I know you wondering now after I said Elliot wave was the greatest market analyzing tool of all time, But why does it need supporting tools to function. Well like any strategy it has its shortcoming here and there, that where you need these supporting strategies. A profitable trader is someone who understands all different analyzing tools and combines them to create one powerful strategy. One of the problems with it is that it doesn’t have a clear plan on where to enter the market. How do u know when to execute a buy or sell in the market? Check below diagram showing Elliot wave in simplified form and I’ll explain.

Looking at the diagram above we see the problem; how do we know that we have reached where they is arrows because those arrows could be anywhere as long as we comply with the with Elliot Wave rules. Understanding these other tools like Fibonacci, candlestick pattern, oscillator indicators or support and resistance will help us pinpoint the exact place where they are a high probability of reversal whether it a support or resistance in the market.
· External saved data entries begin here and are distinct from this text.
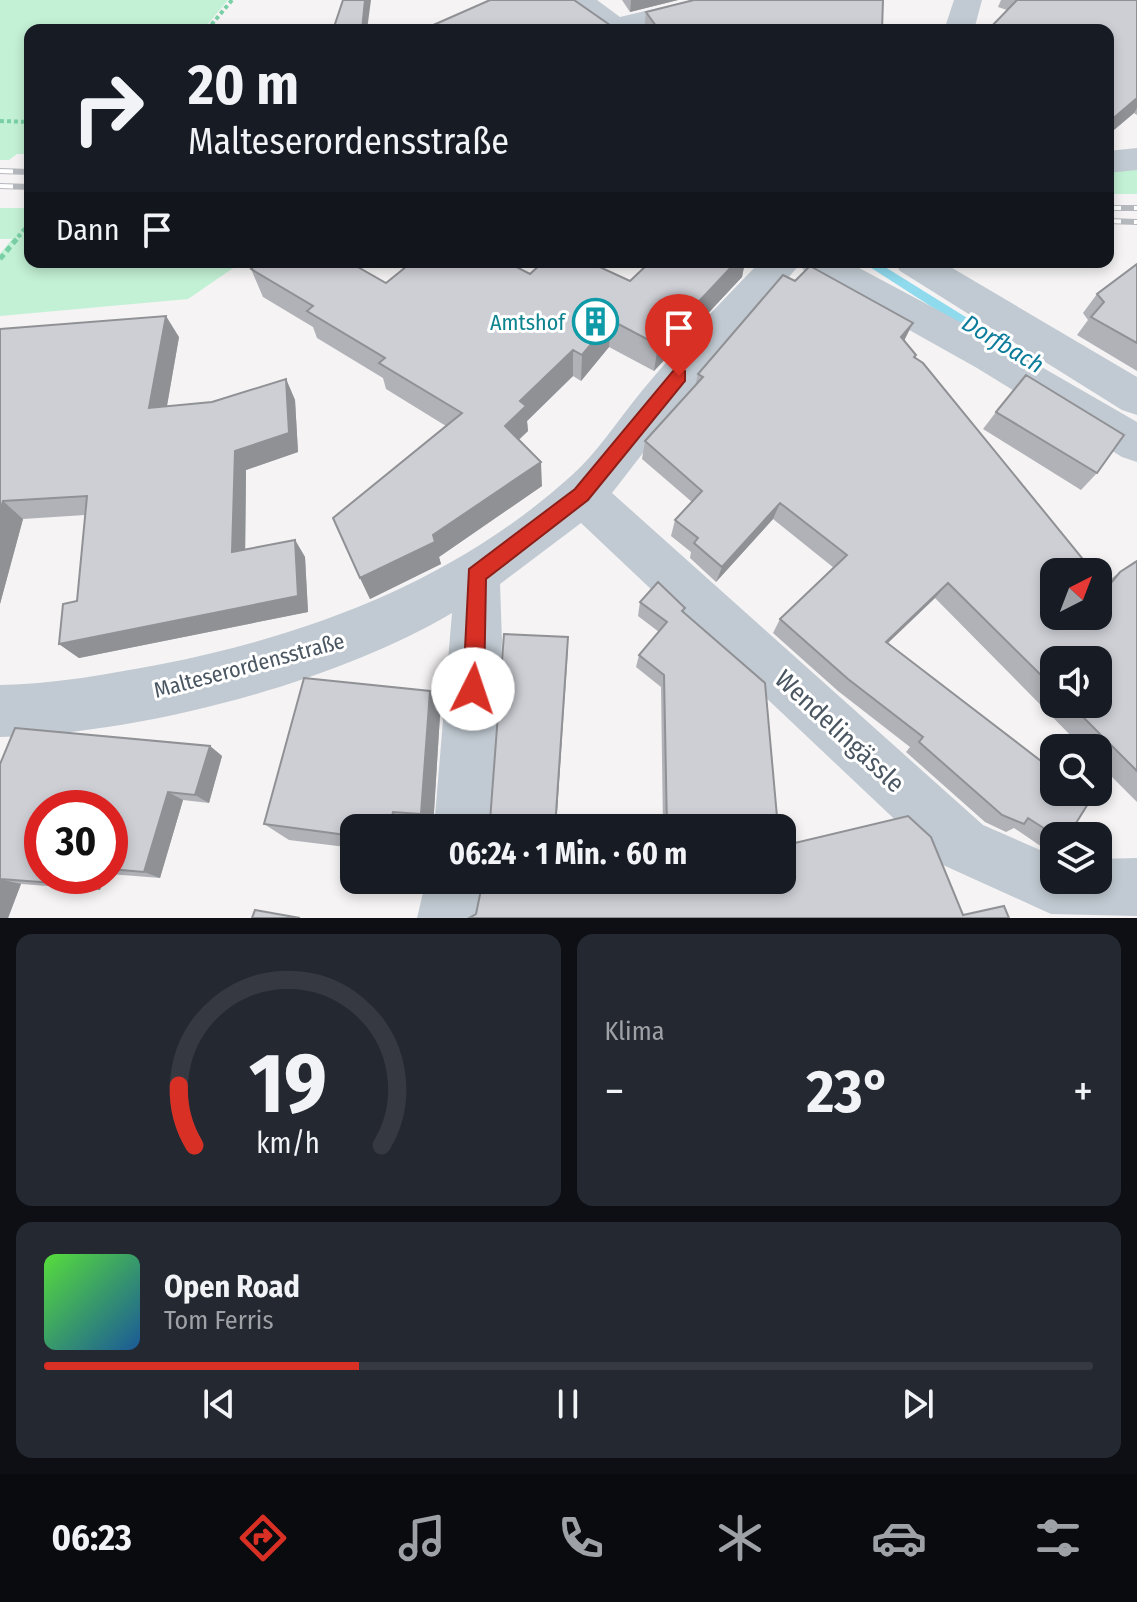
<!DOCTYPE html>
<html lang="de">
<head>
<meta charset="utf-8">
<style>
	body { margin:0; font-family:"Fira Sans Condensed",sans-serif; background:#242831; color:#f1f3f6; height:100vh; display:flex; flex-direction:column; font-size:30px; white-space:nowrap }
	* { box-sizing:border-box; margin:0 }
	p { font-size:26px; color:#9ea1a6 }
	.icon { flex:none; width:44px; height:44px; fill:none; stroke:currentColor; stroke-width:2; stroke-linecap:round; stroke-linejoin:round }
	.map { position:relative; height:918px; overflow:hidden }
	.sheet { display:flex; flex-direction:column; gap:16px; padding:16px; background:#0d0f14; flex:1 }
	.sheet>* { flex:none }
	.top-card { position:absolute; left:24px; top:24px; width:1090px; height:244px; border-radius:16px; box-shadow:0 4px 12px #0003; background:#171b24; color:#f1f3f6; overflow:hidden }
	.needle { width:52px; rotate:42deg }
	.buttons { position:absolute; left:1040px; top:558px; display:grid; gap:16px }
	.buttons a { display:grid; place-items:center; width:72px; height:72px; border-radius:16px; background:#171b24; box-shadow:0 4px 12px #0003; font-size:40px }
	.speed { position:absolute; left:24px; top:790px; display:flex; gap:16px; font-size:40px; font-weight:700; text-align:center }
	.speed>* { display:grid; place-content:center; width:104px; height:104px; border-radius:50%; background:#171b24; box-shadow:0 4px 12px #0003; line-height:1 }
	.speed .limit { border:12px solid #d22; background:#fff; color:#111 }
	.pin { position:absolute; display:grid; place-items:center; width:68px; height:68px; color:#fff; margin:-82px -34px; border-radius:50% 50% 50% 0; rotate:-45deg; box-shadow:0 0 8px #0007 }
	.pin .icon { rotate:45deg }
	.me { position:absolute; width:88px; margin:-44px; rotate:4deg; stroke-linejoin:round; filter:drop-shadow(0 0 6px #0008) }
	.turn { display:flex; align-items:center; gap:28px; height:168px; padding:0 32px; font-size:36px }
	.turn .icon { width:104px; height:104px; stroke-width:2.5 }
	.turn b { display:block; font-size:56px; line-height:68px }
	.then { display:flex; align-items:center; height:76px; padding:0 32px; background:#0003; gap:16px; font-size:30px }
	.big { font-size:60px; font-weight:700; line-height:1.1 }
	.sheet .card { flex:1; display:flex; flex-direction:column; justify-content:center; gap:12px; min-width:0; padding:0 28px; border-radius:16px; background:#242831 }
	.sheet .dial { align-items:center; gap:0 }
	.dial svg { height:208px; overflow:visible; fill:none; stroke:#363941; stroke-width:7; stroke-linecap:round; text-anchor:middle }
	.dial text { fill:#f1f3f6; stroke:none }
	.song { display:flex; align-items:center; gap:24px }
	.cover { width:96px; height:96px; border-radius:12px; background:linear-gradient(135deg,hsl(110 70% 55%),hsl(210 70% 35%)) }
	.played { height:8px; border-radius:4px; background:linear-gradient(90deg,#d93025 30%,#363941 30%) }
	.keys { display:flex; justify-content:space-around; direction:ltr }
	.heat { display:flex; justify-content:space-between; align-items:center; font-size:44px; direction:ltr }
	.sheet .tiles { flex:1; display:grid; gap:16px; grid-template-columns:1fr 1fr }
	.card:last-child { grid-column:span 2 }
	.trip { position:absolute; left:340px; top:814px; width:456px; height:80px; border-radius:16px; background:#171b24; box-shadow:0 4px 12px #0003; font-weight:700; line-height:80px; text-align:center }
	.menu { display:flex; height:128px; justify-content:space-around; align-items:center; background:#090b0e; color:#9ea1a6 }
	.menu .icon { width:56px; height:56px }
	.menu .active { color:#d93025 }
	.menu b { font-size:36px; color:#f1f3f6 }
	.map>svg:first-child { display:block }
</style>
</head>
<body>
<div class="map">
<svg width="1137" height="918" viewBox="0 0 1137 918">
	<rect width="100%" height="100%" fill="#f5f3f3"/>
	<path fill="#c3f1d5" d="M 0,0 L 228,0 L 203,30 L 30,30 L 30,154 L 17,154 L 9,160 L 0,160 Z
		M 1137,169 L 1137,194 L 1108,194 L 1108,173 Z
		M 0,208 L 30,208 L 30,262 L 242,262 L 188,299 L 0,316 L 0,254 L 12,239 L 0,239 Z"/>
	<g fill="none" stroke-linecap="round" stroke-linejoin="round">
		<path fill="#90daee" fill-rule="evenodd" d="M 862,262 L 877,262 L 1001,339 L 1002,342 L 1001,345 L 991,345 Z"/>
		<path stroke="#7ad0a6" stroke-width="4" stroke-dasharray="4 3" stroke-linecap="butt" d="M 207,30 L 232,0
			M 0,121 L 30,122
			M 18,237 L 30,222"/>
		<path stroke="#7ad0a6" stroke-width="5" stroke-dasharray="6 4" stroke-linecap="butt" d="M 0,259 L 20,235"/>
		<path fill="#c1cad2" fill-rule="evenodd" d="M 565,0 L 597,0 L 620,17 L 691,0 L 741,0 L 737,6 L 639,30 L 599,30 Z
			M 954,0 L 982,0 L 974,30 L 944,30 Z
			M 1137,148 L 1137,170 L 1108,173 L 1108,151 Z
			M 760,262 L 848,262 L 1005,346 L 1137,422 L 1137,462 L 1122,457 L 977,368 L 804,271 L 800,264 L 687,396 L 612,493 L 983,825 L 1054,856 L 1054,880 L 1098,880 L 1098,859 L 1137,858 L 1137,916 L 1051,914 L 943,865 L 581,523 L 500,584 L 502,641 L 490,828 L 434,828 L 452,613 C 332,684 139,734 0,737 L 0,685 C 55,684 109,674 162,664 C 313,634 456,580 571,476 C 598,452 618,420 641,392 C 678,347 719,304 760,262 Z
			M 894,262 L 942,262 L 1137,377 L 1137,415 L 1122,410 L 900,271 Z
			M 426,880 L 484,880 L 477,918 L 417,918 Z"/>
		<defs>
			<path id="rail" d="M 0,171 L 30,172
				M 0,186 L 30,187
				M 1108,208 L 1137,208
				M 1108,221 L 1137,222"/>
		</defs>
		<use href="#rail" stroke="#b5b8bd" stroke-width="6"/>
		<use href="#rail" stroke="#fff" stroke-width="4" stroke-dasharray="13" stroke-linecap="butt"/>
	</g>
	<path fill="#b0b2b7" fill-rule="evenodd" d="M 622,0 L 678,0 L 630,12 Z
		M 1001,0 L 1137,0 L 1137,115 L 1134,113 L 1108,135 L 1108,30 L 1007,10 L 998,7 Z
		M 646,12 L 882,30 L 644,30 Z
		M 650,262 L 745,262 L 742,277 L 654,371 L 609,347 L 581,381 L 573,376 L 527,421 L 528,431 L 519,440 L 542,486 L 439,557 L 441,564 L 370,599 L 360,578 L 446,426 L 386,389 L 383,378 L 317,338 L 313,327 L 263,297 L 251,269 L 386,283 L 530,274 L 630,281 Z
		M 1137,264 L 1137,371 L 1077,335 L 1088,320 L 1083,313 L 1097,294 Z
		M 795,281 L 905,340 L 914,358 L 1042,619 L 1104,584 L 1120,572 L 1137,561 L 1137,802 L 1098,763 L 1098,748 L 1083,748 L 935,598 L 887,644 L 1068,836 L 1054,836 L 1054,845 L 1045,849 L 1014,828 L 1006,832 L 985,822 L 906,752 L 910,747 L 838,691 L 773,633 L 780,619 L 834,568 L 773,519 L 716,582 L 690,558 L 691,552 L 671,536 L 675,520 L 692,502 L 642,459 L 645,441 L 695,386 L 698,374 ZM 1054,660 L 1098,704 L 1054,704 Z
		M 0,329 L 179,337 L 167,406 L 212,402 L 286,379 L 295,400 L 298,452 L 246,470 L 245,550 L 295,540 L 305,557 L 308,612 L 79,658 L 59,644 L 77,601 L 85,515 L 23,519 L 0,604 Z
		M 996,412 L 1097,473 L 1081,490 L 983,429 Z
		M 640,602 L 684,613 L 778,828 L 663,828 L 661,687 L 636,667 L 639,655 L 659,632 L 638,616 Z
		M 568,650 L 556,828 L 439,828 L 436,824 L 490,821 Z
		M 440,715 L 433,828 L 354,828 L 354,848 L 289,840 L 264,824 Z
		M 210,746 L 222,756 L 209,803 L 183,800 L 160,878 L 110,874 L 110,808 L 42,876 L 105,876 L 100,890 L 21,884 L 8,918 L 0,918 L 0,764 Z"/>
	<path fill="#909195" d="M 365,0 L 371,0 L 367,30 L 362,30 Z
		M 631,0 L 678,0 L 630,12 Z
		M 1137,98 L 1137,108 L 1134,113 L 1108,135 L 1108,125 L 1110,121 Z
		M 736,262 L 745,262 L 742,277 L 654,371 L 658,345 Z
		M 166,316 L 179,337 L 163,428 L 149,408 Z
		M 611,320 L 609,347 L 581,381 L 582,355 Z
		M 913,323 L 903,343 L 901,337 Z
		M 573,350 L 573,376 L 527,421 L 528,431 L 507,450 L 505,426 L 520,401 Z
		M 286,379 L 295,400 L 298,452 L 246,470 L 245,569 L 232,552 L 235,451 Z
		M 541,462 L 542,486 L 439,557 L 441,564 L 370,599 L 360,578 L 433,535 Z
		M 3,501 L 23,519 L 0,604 L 0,511 Z
		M 780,503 L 773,519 L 716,582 L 722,567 Z
		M 295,540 L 305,557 L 308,612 L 79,658 L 59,644 Z
		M 948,583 L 935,598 L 874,656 L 886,642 Z
		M 568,637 L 556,828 L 555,828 Z
		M 430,691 L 440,715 L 433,828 L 431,828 L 421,814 Z
		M 210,746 L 222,756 L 209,803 L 195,795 Z
		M 168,792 L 183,800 L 160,878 L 144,872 Z
		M 393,812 L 406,828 L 388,828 Z
		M 84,876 L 105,876 L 100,890 L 81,885 Z
		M 0,879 L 21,884 L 8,918 L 0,918 Z"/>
	<path fill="#cdcfd5" stroke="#909195" stroke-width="2" d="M 343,0 L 365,0 L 362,30 L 333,30 Z
		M 490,0 L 574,0 L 617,30 L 422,30 Z
		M 694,0 L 883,0 L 882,30 L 659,30 L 646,12 Z
		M 1017,0 L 1137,0 L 1137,98 L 1110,121 L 1108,120 L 1108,30 L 988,30 Z
		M 260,262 L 349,262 L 386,283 L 412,262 L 507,262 L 530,274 L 543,262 L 589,262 L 630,281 L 650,262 L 736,262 L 658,345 L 611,320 L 582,355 L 573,350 L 520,401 L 526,406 L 505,426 L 541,462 L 433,535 L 435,542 L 360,578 L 333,518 L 462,413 L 379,363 L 385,358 L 307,311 L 313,306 L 251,269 Z
		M 1137,264 L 1137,343 L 1091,317 L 1104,302 L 1097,294 Z
		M 810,266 L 913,323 L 901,337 L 916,355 L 914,357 L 923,363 L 1082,558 L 1073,572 L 1054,572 L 1054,601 L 1042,619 L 1054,612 L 1054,616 L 1098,616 L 1098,585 L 1102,582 L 1107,588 L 1120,572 L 1137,561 L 1137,771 L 1070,704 L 1098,704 L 1098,660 L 1054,660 L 1054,688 L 948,583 L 886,642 L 1054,771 L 1054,792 L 1082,792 L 1091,799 L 1068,836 L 1056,836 L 1028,818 L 1024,824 L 1002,815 L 919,742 L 923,737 L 848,679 L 780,619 L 847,555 L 780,503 L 722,567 L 694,543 L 698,538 L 675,520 L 702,491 L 645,441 L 703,377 L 698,374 L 783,275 L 795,281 Z
		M 166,316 L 149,408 L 212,402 L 286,379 L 289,433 L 235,451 L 232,552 L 295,540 L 298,596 L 59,644 L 63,604 L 77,601 L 87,496 L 3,501 L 0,511 L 0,329 Z
		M 1026,375 L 1124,435 L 1097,473 L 996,412 Z
		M 658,582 L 685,608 L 682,611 L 765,683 L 778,828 L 667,828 L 664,675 L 639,655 L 667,622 L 640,602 Z
		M 504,634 L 568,637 L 555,828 L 482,828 L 482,827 L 436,824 L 490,821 Z
		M 304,678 L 430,691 L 421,814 L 393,812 L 388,828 L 354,828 L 354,836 L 264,824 Z
		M 15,728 L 210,746 L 195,795 L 168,792 L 144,872 L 110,869 L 110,808 L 42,808 L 42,876 L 84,876 L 81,885 L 0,879 L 0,764 Z
		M 908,816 L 931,837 L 963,915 L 1004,906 L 1009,918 L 469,918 L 476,914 L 483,880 L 782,880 L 782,846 Z
		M 255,910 L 300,918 L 252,918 Z"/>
	<path fill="#d93025" stroke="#8d1f18" stroke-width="2" d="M 679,369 L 685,371 L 685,381 L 588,500 L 486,579 L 484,689 L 481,696 L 473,699 L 466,696 L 463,689 L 469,569 L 575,489 L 673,371 Z"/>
	<defs>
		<symbol id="building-ring" viewBox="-11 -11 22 22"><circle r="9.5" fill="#fff" stroke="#0f9aa8" stroke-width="1.5"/><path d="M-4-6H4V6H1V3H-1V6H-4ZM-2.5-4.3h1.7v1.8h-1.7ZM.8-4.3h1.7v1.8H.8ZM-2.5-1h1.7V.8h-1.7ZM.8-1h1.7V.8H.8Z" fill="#0f9aa8"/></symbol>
	</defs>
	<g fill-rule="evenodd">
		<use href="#building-ring" x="570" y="296" width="51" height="51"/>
	</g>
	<g text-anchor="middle" stroke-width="6" stroke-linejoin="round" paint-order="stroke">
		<g font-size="22" fill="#0d838f" stroke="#fff" text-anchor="end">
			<text x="565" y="330">Amtshof</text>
		</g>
		<g font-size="22" fill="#4a5661" stroke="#fff">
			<text transform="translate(249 665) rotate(-15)" y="8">Malteserordensstraße</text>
		</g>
		<g font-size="24" font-style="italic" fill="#0c7c9b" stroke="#fff">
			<text transform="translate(1003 344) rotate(31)" y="8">Dorfbach</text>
		</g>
		<g font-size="26" fill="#4a5661" stroke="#fff">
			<text transform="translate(840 731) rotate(43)" y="9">Wendelingässle</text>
		</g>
	</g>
</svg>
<div class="buttons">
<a><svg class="needle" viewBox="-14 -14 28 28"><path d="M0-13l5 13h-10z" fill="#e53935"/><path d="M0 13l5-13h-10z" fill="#9ea1a6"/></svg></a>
<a><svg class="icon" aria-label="sound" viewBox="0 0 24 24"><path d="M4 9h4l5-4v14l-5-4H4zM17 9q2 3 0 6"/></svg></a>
<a><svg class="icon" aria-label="search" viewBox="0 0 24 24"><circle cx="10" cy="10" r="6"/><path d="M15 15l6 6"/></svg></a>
<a><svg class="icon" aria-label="layers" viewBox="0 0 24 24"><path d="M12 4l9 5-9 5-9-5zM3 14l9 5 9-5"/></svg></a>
</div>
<div class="speed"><div class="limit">30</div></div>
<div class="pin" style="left:679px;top:376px;background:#d93025"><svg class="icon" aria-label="arrive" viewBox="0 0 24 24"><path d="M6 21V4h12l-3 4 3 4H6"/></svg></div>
<svg class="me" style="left:473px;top:689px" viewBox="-20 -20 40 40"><circle r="19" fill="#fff"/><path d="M0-13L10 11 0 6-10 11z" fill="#d93025"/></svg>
<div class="trip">06:24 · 1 Min. · 60 m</div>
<div class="top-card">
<div class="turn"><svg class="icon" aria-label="right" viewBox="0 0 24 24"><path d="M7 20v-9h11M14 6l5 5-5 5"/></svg><div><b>20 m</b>Malteserordensstraße</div></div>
<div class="then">Dann<svg class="icon" aria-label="arrive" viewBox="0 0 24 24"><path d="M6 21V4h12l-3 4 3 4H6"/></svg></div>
</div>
</div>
<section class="sheet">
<div class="tiles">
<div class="card dial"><svg viewBox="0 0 100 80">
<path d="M14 69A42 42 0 1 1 86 69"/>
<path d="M14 69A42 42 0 0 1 8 46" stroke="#d93025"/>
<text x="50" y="56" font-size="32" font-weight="700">19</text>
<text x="50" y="72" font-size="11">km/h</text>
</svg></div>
<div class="card"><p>Klima</p>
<div class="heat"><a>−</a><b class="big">23°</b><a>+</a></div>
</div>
<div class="card">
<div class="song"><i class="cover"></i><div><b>Open Road</b><p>Tom Ferris</p></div></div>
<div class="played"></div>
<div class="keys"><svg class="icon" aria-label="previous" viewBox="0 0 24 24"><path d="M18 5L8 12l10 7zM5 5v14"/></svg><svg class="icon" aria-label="pause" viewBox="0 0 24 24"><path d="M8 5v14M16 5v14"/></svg><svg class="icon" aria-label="next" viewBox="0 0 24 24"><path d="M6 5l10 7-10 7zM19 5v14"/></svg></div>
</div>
</div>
</section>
<nav class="menu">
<b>06:23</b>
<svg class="icon active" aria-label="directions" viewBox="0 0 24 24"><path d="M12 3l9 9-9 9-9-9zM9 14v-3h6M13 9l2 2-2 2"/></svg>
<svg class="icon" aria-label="music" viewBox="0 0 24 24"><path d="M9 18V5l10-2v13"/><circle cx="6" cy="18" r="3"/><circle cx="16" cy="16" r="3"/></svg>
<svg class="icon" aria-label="phone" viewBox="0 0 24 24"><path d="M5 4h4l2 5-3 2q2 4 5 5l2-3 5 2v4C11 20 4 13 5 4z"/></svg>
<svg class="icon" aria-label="climate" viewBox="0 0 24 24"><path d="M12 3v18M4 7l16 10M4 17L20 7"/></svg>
<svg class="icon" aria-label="car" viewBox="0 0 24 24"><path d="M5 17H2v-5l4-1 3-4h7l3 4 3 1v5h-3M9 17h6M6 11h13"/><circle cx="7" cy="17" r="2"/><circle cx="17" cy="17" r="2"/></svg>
<svg class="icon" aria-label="filters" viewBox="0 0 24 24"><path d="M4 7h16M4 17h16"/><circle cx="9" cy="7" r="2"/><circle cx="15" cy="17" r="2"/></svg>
</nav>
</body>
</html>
FIBONACCI RETRACEMENT AND EXTENSIONS

Fibonacci ratios are levels in the market where they could be support or resistance. Elliot wavers like I love Fibonacci ratios because of its accuracy in predicting support and resistance levels. As an aspiring future Elliot wavers you must be sure you understand how to use the tool correctly because like any other tool if used wrongly it will give you the wrong outcome.

The mostly used Fibonacci ratios are 23.6%, 38.2%, 50%, 61.8% and 76.6%, sometime even 88% retracement. The level that the price likes to reverse the most is 38.3%, 50%, 61.8 %, so combining your Elliot wave counting properly with the Fibonacci ratios you can get a possible reversal point .Let see an example below in the diagram. Let assume that we have completed all 5 waves for wave 1 and we in 3 correction wave for wave 2. And we want to know where wave 2 might end, from experience wave 2 usually lies between 50% to 76.6% retracement .So once we reached there we start looking at other signal tools like candlestick pattern to be sure that it going to be a reversal in the market.

Wow, amazing the price did actually turn between 61.8% to 76.6% retracement, magic heh? Well, it not magic it just Fibonacci ratios at its best. The important thing looking at the diagram is that when you become experienced you will learn the important Fibonacci ratios for each wave, an example is as I said wave two usually around 50% to 76.6% retracement. Notice that retracement help us in predicting support but how do we predict resistance, well that where the extension comes in.

Now let look at Fibonacci extension, the most used are 100%, 138.2%, 161.8 %. But I have found others to be useful like 261.8% and 423.6% but they rarely happen.

Other tools

Other tools I use are normal support and resistance, by looking at the charts and see where the price might reverse. I also like trend lines and the most accurate of them all is candlestick patterns. It important as an Elliot wave trader to know all the tools for predicting a reversal in the market and use them to your advantage.